Du côté des Maaori, les revendications sont surtout formulées en termes d’autochtonie et ne visent pas la souveraineté politique[29], comme c’est le cas en Polynésie française. Les revendications visent surtout la reconnaissance des particularités culturelles, dont la langue maaori ; leurs droits coutumiers sur la terre (incluant les fonds marins) et les ressources ; leurs coutumes comme source légitime de droits ; leur droit à déterminer la forme, la structure et les juridictions de leurs propres institutions ; leur statut de premier occupant, ce qui leur vaudrait d’être représentés et consultés de façon équitable dans les institutions gouvernementales et les principaux secteurs de la société (O’Sullivan 2007). Les Maaori furent d’ailleurs parmi les premiers, aux côtés des représentants des Premières Nations du Canada et des États-Unis et des Aborigènes d’Australie, à s’activer sur la scène internationale – en particulier à l’ONU – en faveur de la lutte autochtone dès les années 1970 (Minde 1996 ; Allen 2002 ; Gagné 2008b). Force est d’ailleurs de constater que dans l’ancien empire britannique, les revendications autochtones sont apparues beaucoup plus tôt qu’ailleurs. Comment peut-on expliquer cette formulation particulière des revendications? Est-ce lié au type de colonie mis en place localement? Aux particularités du système d’administration? Serait-ce dû à une continuité plus grande entre l’administration coloniale britannique et le passage aux nouveaux États? Aux provisions constitutionnelles?

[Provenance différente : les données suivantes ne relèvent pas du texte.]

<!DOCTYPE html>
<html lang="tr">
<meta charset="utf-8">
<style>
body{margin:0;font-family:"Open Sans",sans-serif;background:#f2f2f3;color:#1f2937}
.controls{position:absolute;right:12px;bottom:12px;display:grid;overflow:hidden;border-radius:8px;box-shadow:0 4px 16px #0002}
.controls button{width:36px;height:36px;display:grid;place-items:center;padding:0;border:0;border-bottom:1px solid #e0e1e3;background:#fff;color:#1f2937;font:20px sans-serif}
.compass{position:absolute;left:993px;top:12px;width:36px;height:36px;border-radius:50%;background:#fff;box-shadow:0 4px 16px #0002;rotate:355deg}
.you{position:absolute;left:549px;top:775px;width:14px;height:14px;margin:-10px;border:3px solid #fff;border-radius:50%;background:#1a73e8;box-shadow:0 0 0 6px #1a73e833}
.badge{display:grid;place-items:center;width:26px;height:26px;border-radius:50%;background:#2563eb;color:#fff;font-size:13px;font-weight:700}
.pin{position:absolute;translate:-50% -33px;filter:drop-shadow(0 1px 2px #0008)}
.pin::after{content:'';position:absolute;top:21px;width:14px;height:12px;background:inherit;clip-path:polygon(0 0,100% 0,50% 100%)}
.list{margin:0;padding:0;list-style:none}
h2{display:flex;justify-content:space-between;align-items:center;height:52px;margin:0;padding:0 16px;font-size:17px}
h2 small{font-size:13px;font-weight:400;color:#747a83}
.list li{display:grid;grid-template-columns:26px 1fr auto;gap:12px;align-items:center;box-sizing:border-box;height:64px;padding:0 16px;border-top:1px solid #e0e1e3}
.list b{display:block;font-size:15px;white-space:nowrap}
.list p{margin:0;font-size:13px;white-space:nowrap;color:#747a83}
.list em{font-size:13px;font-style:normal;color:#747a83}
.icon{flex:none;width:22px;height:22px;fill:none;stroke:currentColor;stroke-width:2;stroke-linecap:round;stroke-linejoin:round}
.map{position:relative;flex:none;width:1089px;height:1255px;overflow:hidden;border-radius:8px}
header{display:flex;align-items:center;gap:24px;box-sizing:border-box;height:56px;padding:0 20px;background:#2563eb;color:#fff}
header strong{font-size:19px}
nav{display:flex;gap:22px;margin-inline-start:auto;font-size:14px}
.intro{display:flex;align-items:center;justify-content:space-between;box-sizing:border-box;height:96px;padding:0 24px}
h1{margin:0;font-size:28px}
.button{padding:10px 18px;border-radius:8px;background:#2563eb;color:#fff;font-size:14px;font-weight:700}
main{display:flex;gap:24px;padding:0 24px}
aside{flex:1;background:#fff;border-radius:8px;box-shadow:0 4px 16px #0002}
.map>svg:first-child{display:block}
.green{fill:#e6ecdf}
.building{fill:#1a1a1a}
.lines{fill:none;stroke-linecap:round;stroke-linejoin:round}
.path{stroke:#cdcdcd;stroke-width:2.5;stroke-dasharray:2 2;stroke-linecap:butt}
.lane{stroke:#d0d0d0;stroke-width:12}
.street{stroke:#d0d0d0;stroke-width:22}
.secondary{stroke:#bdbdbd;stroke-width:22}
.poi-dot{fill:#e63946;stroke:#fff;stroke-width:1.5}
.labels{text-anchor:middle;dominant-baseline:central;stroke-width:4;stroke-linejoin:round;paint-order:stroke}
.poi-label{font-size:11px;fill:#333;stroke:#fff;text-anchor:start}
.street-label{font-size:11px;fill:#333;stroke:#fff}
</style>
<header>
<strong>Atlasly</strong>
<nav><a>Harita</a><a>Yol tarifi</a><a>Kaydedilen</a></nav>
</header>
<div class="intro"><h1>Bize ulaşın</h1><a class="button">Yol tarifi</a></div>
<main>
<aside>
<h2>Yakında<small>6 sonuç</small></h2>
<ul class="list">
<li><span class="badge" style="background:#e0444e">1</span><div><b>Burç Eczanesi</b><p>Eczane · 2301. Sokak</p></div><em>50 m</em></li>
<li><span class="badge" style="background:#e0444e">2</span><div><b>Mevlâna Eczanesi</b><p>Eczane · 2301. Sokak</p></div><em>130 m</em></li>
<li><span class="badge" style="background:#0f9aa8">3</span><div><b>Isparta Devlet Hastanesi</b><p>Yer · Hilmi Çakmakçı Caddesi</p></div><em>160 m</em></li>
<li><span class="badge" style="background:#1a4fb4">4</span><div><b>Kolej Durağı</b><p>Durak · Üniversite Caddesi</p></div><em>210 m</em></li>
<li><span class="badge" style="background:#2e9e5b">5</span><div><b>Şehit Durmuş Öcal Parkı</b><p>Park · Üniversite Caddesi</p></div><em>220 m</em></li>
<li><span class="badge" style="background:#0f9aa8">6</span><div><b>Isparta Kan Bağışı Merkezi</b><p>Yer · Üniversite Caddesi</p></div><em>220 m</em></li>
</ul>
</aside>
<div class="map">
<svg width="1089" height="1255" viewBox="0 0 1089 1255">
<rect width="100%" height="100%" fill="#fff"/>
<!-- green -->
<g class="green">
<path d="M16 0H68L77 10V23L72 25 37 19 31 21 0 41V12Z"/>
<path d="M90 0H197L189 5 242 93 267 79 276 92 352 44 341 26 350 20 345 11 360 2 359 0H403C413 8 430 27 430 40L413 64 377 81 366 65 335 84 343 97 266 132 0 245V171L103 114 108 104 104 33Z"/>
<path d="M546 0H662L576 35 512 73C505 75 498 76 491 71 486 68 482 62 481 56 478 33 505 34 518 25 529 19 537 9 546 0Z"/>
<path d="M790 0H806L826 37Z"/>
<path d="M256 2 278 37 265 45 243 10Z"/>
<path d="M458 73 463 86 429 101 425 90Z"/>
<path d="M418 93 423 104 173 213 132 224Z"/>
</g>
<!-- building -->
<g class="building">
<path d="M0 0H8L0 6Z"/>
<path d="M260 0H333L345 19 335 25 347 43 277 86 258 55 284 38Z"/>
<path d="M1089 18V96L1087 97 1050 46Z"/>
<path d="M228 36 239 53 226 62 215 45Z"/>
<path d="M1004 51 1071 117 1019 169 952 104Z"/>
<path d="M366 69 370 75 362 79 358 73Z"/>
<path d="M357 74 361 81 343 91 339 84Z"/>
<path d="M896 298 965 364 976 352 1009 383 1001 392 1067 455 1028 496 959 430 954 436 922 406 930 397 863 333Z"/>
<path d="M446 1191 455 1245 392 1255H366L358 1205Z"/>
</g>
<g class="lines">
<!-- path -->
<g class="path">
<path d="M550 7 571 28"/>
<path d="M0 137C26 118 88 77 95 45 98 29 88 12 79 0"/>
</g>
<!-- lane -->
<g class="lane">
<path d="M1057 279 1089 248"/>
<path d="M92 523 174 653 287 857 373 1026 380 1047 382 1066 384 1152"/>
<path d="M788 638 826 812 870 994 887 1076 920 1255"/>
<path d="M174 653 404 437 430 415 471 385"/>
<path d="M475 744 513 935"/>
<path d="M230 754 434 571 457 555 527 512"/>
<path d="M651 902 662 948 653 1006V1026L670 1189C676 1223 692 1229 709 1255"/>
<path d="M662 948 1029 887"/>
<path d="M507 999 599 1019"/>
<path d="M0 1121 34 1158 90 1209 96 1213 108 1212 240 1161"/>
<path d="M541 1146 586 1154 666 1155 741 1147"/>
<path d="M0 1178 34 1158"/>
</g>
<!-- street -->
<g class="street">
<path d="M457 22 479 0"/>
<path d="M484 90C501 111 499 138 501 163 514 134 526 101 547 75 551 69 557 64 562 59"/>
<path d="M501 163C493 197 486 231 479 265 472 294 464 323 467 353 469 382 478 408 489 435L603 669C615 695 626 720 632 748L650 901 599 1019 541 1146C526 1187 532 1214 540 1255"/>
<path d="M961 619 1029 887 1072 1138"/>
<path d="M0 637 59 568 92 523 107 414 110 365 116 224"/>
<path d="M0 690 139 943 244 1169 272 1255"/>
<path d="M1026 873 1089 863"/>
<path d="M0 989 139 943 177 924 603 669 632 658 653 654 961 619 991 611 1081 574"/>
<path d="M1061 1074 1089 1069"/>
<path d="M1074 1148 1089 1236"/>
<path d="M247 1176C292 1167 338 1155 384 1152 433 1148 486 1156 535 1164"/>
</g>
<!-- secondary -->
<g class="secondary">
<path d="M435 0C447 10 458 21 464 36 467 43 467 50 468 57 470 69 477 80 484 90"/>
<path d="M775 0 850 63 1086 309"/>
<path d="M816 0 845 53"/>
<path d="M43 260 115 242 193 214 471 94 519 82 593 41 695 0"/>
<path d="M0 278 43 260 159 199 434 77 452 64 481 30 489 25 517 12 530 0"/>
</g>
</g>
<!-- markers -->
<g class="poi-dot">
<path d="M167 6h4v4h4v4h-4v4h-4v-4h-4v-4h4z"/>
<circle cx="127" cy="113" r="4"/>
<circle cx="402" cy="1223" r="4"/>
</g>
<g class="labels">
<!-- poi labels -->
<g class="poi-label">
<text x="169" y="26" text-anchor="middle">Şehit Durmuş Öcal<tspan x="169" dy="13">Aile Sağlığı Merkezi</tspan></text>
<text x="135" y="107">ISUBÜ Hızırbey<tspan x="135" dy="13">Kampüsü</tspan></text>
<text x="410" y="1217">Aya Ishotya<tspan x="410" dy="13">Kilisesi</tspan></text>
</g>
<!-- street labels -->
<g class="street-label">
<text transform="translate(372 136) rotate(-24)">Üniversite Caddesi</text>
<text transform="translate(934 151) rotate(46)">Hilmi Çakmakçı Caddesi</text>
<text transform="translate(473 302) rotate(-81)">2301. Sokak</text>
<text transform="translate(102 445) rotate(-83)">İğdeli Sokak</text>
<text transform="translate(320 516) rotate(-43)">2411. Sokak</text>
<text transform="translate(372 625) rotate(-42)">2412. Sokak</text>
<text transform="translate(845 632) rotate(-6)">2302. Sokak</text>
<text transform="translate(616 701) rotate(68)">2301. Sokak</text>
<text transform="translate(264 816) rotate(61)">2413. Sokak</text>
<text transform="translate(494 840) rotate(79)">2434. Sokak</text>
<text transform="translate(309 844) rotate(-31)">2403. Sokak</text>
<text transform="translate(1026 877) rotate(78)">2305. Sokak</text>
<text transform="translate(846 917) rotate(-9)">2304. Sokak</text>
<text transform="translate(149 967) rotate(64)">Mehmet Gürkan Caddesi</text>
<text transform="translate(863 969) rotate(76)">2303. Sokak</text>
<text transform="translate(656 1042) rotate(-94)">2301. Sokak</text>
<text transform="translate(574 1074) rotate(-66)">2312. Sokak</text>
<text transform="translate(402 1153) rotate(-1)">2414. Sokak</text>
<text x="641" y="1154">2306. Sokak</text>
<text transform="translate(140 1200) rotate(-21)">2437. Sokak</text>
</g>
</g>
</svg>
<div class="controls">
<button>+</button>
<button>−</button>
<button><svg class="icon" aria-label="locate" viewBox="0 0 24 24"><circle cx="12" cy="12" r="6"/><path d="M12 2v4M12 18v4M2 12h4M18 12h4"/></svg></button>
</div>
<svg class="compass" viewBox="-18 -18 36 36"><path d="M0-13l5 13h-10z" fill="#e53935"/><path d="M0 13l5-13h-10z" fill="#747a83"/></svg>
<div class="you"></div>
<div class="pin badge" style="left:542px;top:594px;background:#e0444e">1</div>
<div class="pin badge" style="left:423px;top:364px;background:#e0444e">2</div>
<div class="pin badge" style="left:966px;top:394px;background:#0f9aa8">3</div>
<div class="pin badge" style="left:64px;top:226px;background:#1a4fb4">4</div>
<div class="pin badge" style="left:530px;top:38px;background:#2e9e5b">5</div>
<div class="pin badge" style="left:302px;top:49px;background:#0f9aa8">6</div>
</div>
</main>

Dans les anciennes colonies françaises d’Océanie, les revendications autochtones commencent seulement à émerger. En Polynésie française, dans un contexte global qui favorise l’affirmation d’identités autochtones et dans le cadre d’un « renouveau culturel » qui est à l’oeuvre depuis les années 1970-1980, les cultures et identités ma’ohi sont mises de l’avant par le biais de revendications d’ordre politique. Quand j’étais sur le terrain au printemps 2007, lors des élections législatives et présidentielles, l’Union pour la démocratie (UPLD), qui réunit les partis indépendantistes comme le Tavini Huiraatira d’Oscar Temaru, insistait sur l’identité ma’ohi, l’identité autochtone et les droits des Ma’ohi à la souveraineté. Ces discours, surtout en tahitien, prendraient d’ailleurs, aux dires de certains participants à mes recherches, une couleur ethnique[30]. Autre exemple d’affirmation d’identités et de valeurs traditionnelles ou autochtones, un grand rassemblement des royautés de Polynésie a eu lieu en septembre 2007 au grand marae (site cérémoniel traditionnel) Taputapuatea sur l’île de Raiatea afin de renouer les liens ancestraux et d’affirmer les racines océaniennes et les lignées. Le nouveau roi maaori était d’ailleurs de l’événement, tout comme des représentants de l’Île de Pâques et des Îles Cook, entre autres. Il était question de créer une « Union des chefferies » qui serait élargie aux peuples de Mélanésie et de Micronésie (Tahitipresse 2007). Un comité de travail a été prévu à cet effet et, lors de mon séjour à Tahiti à l’été 2008, Tahitiens et Kanak[31] étaient en pourparlers quant à la date d’une nouvelle rencontre.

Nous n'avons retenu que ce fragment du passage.